I found the group in the Edible Garden after an awkward and brisk gander (late) through the wrong gate of Thornton Heath Recreation Ground. With hindsight, I should have looked more emphatically for those dark, camera-esque growths generally cinched to the individuals in a photography group; my own was tucked away in a canvas bag, and therefore my mating call to our mutual interest was not immediately obvious.
The camera club, self-described as a ‘connector for models, make-up artists and photographers of all levels,’ was Lenses of Croydon, and the event was Sunday 19th July’s Photography Walkabout, part of 2015′s Thornton Heath Arts Week. It was a mellow and immersive affair – suitable for a slightly grey Sunday – that successfully melded the regular meetups of the Lenses with a guided, quasi-historical tour of the local rec to pique the interests of attendees in the park’s increasing community promise.
The group kindly took the time to each introduce themselves to this (late) newcomer, and – as quickly became apparent – this inclusive and warm community spirit was theme of both the afternoon and the organisations involved. Paul Macey, a member of Friends of Thornton Heath Rec to top off a formidable civic resumé that includes Croydon Radio and Croydon Voluntary Action, played his part as guide.

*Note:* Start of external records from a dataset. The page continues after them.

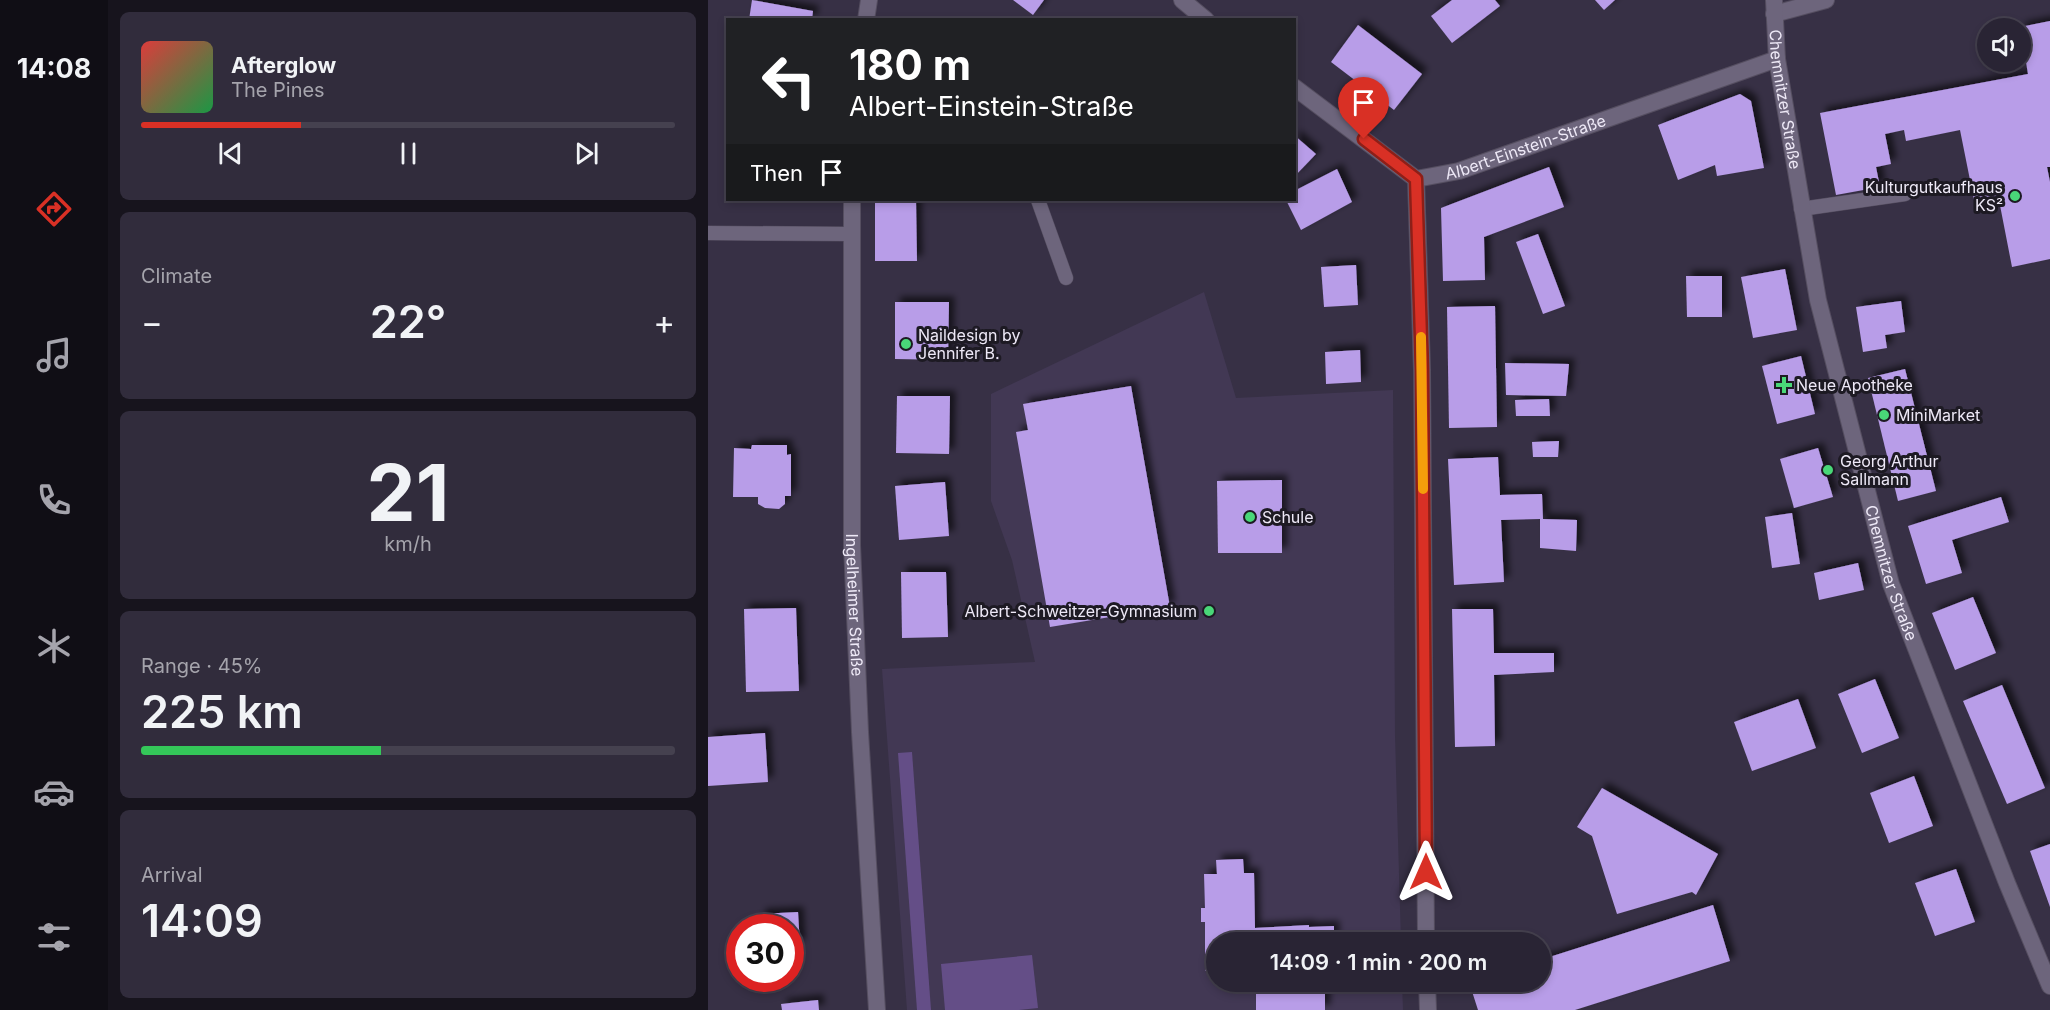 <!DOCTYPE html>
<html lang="en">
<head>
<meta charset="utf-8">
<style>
  :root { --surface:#292434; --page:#312c3c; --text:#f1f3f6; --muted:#a5a4ac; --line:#45414f; --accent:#d93025 }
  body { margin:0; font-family:Inter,sans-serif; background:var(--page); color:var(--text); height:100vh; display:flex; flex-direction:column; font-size:22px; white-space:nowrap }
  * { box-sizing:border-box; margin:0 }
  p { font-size:20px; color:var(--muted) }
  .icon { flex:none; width:33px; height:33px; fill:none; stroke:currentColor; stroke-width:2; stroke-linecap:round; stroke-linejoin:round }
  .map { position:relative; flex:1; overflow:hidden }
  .panel { display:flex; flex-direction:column; gap:12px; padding:12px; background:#17141d; width:600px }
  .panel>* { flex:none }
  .banner { position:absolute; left:18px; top:18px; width:570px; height:183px; border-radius:0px; box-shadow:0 3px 9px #0003,0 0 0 2px var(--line); background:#202124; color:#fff; overflow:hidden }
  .buttons { position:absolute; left:1269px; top:18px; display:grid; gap:12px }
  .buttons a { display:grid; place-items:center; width:54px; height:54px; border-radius:50%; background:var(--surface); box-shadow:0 3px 9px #0003,0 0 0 2px var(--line); font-size:30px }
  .speed { position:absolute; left:18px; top:914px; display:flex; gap:12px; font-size:30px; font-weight:700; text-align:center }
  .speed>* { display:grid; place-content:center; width:78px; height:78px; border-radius:50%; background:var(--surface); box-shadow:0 3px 9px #0003,0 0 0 2px var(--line); line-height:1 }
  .speed .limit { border:9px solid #d22; background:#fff; color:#111 }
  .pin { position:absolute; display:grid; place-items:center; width:51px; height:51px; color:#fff; margin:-62px -26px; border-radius:50% 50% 50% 0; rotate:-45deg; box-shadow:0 0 6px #0007 }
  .pin .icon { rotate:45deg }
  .me { position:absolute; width:66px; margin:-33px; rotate:0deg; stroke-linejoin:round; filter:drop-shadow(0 0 4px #0008) }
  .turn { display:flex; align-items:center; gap:21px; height:126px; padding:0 24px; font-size:27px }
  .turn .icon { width:78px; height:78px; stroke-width:2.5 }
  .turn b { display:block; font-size:42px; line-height:51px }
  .then { display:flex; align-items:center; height:57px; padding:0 24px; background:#0003; gap:12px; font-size:22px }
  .big { font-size:45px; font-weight:600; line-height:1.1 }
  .panel .card { flex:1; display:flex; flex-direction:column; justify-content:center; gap:9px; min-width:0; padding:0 21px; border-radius:9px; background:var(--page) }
  .panel .dial { align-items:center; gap:0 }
  .dial b { font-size:78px; line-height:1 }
  .song { display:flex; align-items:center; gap:18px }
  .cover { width:72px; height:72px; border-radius:9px; background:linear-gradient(135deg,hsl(0 70% 55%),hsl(140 70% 35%)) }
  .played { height:6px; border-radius:3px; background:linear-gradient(90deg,var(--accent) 30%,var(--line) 30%) }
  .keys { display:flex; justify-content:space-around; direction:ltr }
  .heat { display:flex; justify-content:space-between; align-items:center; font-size:33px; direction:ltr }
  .charge { height:9px; border-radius:4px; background:linear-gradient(90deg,#34c759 45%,var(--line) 0) }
  .trip { position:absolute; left:498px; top:932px; width:345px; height:60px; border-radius:30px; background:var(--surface); box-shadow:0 3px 9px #0003,0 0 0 2px var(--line); font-weight:600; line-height:60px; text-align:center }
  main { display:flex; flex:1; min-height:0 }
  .menu { display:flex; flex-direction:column; width:108px; justify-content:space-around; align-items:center; background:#100e15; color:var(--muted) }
  .menu .icon { width:42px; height:42px }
  .menu .current { color:var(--accent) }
  .menu b { font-size:27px; color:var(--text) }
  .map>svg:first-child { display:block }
</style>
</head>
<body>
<main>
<nav class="menu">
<b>14:08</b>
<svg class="icon current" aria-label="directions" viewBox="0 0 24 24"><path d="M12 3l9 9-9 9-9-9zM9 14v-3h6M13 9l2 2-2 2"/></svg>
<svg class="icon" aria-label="music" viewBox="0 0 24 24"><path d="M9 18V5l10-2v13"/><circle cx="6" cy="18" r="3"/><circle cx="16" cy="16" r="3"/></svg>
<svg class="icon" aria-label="phone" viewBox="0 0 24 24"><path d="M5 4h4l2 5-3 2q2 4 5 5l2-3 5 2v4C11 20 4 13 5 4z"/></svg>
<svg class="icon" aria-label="climate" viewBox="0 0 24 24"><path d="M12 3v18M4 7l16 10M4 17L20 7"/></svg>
<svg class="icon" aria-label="car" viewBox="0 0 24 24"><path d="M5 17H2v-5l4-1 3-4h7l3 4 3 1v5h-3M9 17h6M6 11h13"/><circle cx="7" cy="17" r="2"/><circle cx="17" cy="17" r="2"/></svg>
<svg class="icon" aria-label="filters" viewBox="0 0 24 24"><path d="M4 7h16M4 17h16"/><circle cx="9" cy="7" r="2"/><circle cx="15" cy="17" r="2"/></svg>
</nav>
<section class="panel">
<div class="card">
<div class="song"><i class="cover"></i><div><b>Afterglow</b><p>The Pines</p></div></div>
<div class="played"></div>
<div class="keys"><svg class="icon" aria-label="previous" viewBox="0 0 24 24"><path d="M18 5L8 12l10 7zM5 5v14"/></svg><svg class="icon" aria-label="pause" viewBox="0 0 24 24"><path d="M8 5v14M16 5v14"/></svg><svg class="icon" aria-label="next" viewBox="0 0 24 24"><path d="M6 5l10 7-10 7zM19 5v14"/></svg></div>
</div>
<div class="card"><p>Climate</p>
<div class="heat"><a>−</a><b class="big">22°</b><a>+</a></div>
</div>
<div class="card dial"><b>21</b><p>km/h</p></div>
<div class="card"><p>Range · 45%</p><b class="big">225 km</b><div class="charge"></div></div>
<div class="card"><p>Arrival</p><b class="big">14:09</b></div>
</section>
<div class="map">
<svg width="1342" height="1010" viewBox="0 0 1342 1010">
  <defs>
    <filter id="shadow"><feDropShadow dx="5.5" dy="-5.5" stdDeviation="3" flood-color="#0009"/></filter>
  </defs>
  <rect width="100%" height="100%" fill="#373045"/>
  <polygon fill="#423854" points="496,292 528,398 685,390 687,736 693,942 508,942 508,981 694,981 695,1010 199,1010 174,669 327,662 304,560 283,501 283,394"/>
  <g fill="#644e87">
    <polygon points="204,752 223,1010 209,1010 190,753"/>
    <polygon points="324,955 330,1008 311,1010 237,1010 233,964"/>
  </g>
  <g fill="#b89de8" filter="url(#shadow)">
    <polygon points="44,0 105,11 104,20 41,20"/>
    <polygon points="305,0 336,0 325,15"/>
    <polygon points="744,0 787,0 792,6 744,43 723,16"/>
    <polygon points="887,0 907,0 896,10"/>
    <polygon points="1342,21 1342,167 1339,167 1342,182 1342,259 1304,267 1290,195 1266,200 1252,130 1198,141 1196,130 1177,134 1183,164 1168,167 1172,187 1128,195 1112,113 1320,74 1312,27"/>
    <polygon points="650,25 714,74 686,110 623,62"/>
    <polygon points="1032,94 1043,101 1056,168 1009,176 1007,165 970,180 950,125"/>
    <polygon points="586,135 608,154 586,177"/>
    <polygon points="841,167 856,207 776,237 777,280 735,281 733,208"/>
    <polygon points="629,169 644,202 593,230 578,200 586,200 586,191"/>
    <polygon points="167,200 208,200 209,261 167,261"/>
    <polygon points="830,234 857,306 835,314 808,242"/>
    <polygon points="648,265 650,305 616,307 613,267"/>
    <polygon points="1077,269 1089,330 1045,338 1033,277"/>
    <polygon points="978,276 1014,276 1014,317 979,317"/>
    <polygon points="1193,301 1197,332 1177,335 1179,348 1155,352 1148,307"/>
    <polygon points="187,302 241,302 240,360 187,359"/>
    <polygon points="787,306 789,427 741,428 739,307"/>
    <polygon points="652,350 653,382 618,384 617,352"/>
    <polygon points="1093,356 1107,414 1069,424 1054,366"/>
    <polygon points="797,363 861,364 858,396 798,395"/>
    <polygon points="1197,369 1228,491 1190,501 1160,378"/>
    <polygon points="423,386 462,607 342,627 308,432 320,430 315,404"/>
    <polygon points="189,396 242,396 241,454 188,453"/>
    <polygon points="841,399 842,416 808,416 807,400"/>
    <polygon points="851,441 850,457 825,457 824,442"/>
    <polygon points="44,445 79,445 79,455 83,454 83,496 77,496 77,504 71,509 57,508 50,504 50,497 25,497 26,448 43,449"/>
    <polygon points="1110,448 1125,497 1086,508 1072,459"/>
    <polygon points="790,457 792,495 834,494 835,519 869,520 868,551 832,548 832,519 793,520 796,582 746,585 740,459"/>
    <polygon points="574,480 574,553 510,553 509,481"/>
    <polygon points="237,482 241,536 191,540 187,486"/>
    <polygon points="1293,497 1301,522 1244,540 1254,573 1218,584 1200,526"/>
    <polygon points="1084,513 1092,564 1064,568 1057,517"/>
    <polygon points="1150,563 1156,590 1111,600 1106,573"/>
    <polygon points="193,572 238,572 240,637 194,638"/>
    <polygon points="1265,597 1288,653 1247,670 1224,613"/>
    <polygon points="88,608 91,691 38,692 36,609"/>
    <polygon points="744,609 785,609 786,653 846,653 846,672 786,675 787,746 747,747"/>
    <polygon points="1167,679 1191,738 1154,753 1130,694"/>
    <polygon points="1294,685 1337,788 1299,804 1255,701"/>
    <polygon points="1090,699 1108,748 1044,771 1026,722"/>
    <polygon points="57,733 60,782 0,786 0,737"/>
    <polygon points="1206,776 1225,826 1181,843 1162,793"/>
    <polygon points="894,788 1010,854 988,895 984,892 909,914 884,836 869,827"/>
    <polygon points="1342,844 1342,907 1322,851"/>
    <polygon points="535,859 536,873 546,873 547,928 601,925 601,927 626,926 626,942 508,942 508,971 497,971 497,922 493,922 493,908 497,908 496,874 509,874 508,860"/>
    <polygon points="1248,869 1267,922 1227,936 1207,883"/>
    <polygon points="1005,905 1022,961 867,1010 770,1010 761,982 832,981 832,960"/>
    <polygon points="90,912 92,945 82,945 82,927 52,927 52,914"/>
    <rect x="548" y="981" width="69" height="29"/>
    <polygon points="110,1000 111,1010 74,1010 73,1004"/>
  </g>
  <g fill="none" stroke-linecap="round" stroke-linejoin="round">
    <g stroke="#554e60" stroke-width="15">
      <g id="service">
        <polyline points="330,200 358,278"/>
        <polyline points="1093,209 1197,194"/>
        <polyline points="0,233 144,234"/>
      </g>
    </g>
    <g stroke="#554e60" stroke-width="18">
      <g id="minor">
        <polyline points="474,0 498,20"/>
        <polyline points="1066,14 1118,0"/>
        <polyline points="158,20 161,0"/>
        <path id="s1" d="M586 87 708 179 751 171 1069 59"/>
        <polyline points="708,179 714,370 718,942"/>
        <path id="s2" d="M144 200V545L152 732 169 1010"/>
        <polyline points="719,981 720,1010"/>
      </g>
    </g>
    <g stroke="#554e60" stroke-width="18">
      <g id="tertiary">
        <path id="s3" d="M1066 0 1069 59 1110 300 1183 584 1299 883 1342 986"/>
      </g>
    </g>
    <use href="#service" stroke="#6d657c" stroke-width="14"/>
    <use href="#minor" stroke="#6d657c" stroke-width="16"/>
    <use href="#tertiary" stroke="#6d657c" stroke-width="16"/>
  </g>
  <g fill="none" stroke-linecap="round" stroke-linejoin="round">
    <g stroke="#8d1f18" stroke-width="15">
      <polyline id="route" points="656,139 708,179 714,370 718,872"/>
    </g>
    <use href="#route" stroke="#d93025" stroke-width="10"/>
    <polyline stroke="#f59e0b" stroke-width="10" points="713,337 715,489"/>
  </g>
  <g fill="#49d778" stroke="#1d1a23" stroke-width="2">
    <circle cx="1307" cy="196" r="6"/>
    <circle cx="198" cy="344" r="6"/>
    <path d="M1073 376h6v6h6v6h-6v6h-6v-6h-6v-6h6z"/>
    <circle cx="1176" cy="415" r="6"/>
    <circle cx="1120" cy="470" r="6"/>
    <circle cx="542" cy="517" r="6"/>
    <circle cx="501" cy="611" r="6"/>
  </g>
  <g text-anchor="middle" stroke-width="6" stroke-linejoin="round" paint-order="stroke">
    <g font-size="16" fill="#eee9f7" stroke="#1d1a23">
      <text dy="6" stroke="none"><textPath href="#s3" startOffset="100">Chemnitzer Straße</textPath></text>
      <text dy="6" stroke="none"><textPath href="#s1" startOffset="267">Albert-Einstein-Straße</textPath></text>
      <text dy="6" stroke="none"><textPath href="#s3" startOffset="586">Chemnitzer Straße</textPath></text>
      <text dy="6" stroke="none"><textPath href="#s2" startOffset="405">Ingelheimer Straße</textPath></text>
    </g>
    <g font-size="16" fill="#eee9f7" stroke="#1d1a23" text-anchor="start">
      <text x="1295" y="193" text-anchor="end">Kulturgutkaufhaus<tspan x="1295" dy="18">KS²</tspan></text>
      <text x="210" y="341">Naildesign by<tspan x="210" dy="18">Jennifer B.</tspan></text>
      <text x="1088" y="391">Neue Apotheke</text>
      <text x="1188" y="421">MiniMarket</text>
      <text x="1132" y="467">Georg Arthur<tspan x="1132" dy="18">Sallmann</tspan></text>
      <text x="554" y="523">Schule</text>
      <text x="489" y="617" text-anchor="end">Albert-Schweitzer-Gymnasium</text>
    </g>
  </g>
</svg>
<div class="buttons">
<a><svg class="icon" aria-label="sound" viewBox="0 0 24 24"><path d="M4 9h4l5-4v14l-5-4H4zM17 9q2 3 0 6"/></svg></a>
</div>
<div class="speed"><div class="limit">30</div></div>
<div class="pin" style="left:656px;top:139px;background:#d93025"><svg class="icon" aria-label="arrive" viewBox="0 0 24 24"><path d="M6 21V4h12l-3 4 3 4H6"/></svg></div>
<svg class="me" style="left:718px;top:872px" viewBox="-20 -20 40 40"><path d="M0-17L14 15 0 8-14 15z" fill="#d93025" stroke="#fff" stroke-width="4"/></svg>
<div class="trip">14:09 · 1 min · 200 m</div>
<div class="banner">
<div class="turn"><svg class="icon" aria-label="left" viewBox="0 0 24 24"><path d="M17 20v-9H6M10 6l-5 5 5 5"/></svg><div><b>180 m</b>Albert-Einstein-Straße</div></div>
<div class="then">Then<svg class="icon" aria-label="arrive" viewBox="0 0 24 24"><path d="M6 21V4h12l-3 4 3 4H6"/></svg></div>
</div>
</div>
</main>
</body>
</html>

We photographers shared the thirteen and a half acre plot of land in which we had planted ourselves to photograph the foliage, with goal posts and a basketball court, a gated playpark and a bowling green, as well as an outdoor gym in neon green nick.
My mother was particularly enamoured of the Edible Garden which bloomed attractively with the likes of nasturtiums and lavender and a thriving herb plot. Potatoes were busy ballooning underground but, as Paul informed us, less so the pea shoots; school children treat the nascent green pods as after-school snacks. What initiative. A small collection of shallow beds – interestingly, cultivated over an old World War II bomb shelter – were filled with big promise and plans for expansion: think a young but budding Coombe Woods ornamental garden. The bees and the butterflies certainly appreciated.
This informative approach to the photography walkabout took place, obviously, amidst avid picture-taking. Alongside my entry-level DSLR (and my mother’s mobile phone) were a number of cameras at varying levels of price and professionalism. The warm sense of comradeship within the group was genuinely a little surprising. The more experienced members offered gentle aid and prompting to the lesser experienced with regards to technicalities, content and composition. Lenses of Croydon’s website itself currently boasts over 250 members, and an age range of more than sixty years. True to its manifesto, a number of members have used the ‘connector’ as a springboard to collaborate with like-minded participants outside of club hours, according to more niche photographic interests.
The linchpin of all this, quite obviously when you meet him, is freelance photographer Lee Townsend. A soft-spoken man, he is is the organiser of Lenses of Croydon, and brings to it his passion for photography and community along with a clear vision of where it is going. The emphasis of the club is therefore very much on accessibility for its members. In particular, courses and events are kept low-cost, with a view to including those who otherwise may find it difficult to access the teaching and equipment needed to excel in the field. Priorities, Lee tells me, are always on creating meet-ups that are informative, fun and welcoming – rather than spending a huge amount on booking a talk that will need a large entrance fee to cover its own cost, for example.
That being said, the next event for Lenses of Croydon is indeed a high-profile photographer, scheduled for the next meetup on Thursday 6th August, and of course with a low entry fee. Lee hopes to make this a monthly occurrence in the future, and also ultimately wants members to have access to club-owned equipment and a dark room at minimal financial cost. This is still very much in the pipeline, but in the face of Croydon College’s closure of its photography department, a practical and perhaps necessary aim for the club.
These plans are a lot to take on for someone with the schedule of a freelance photographer. I ask Lee if it ever gets the better of him. He grins, camera perched comfortably in the crook of his arm: “This is my home. This is my town. Anything I can do for Croydon, I’ll do”.
Take note, kids. An edifying experience for a chilled Sunday; I took home a couple of new camera skills and more than a couple of new comrades and potential collaborators.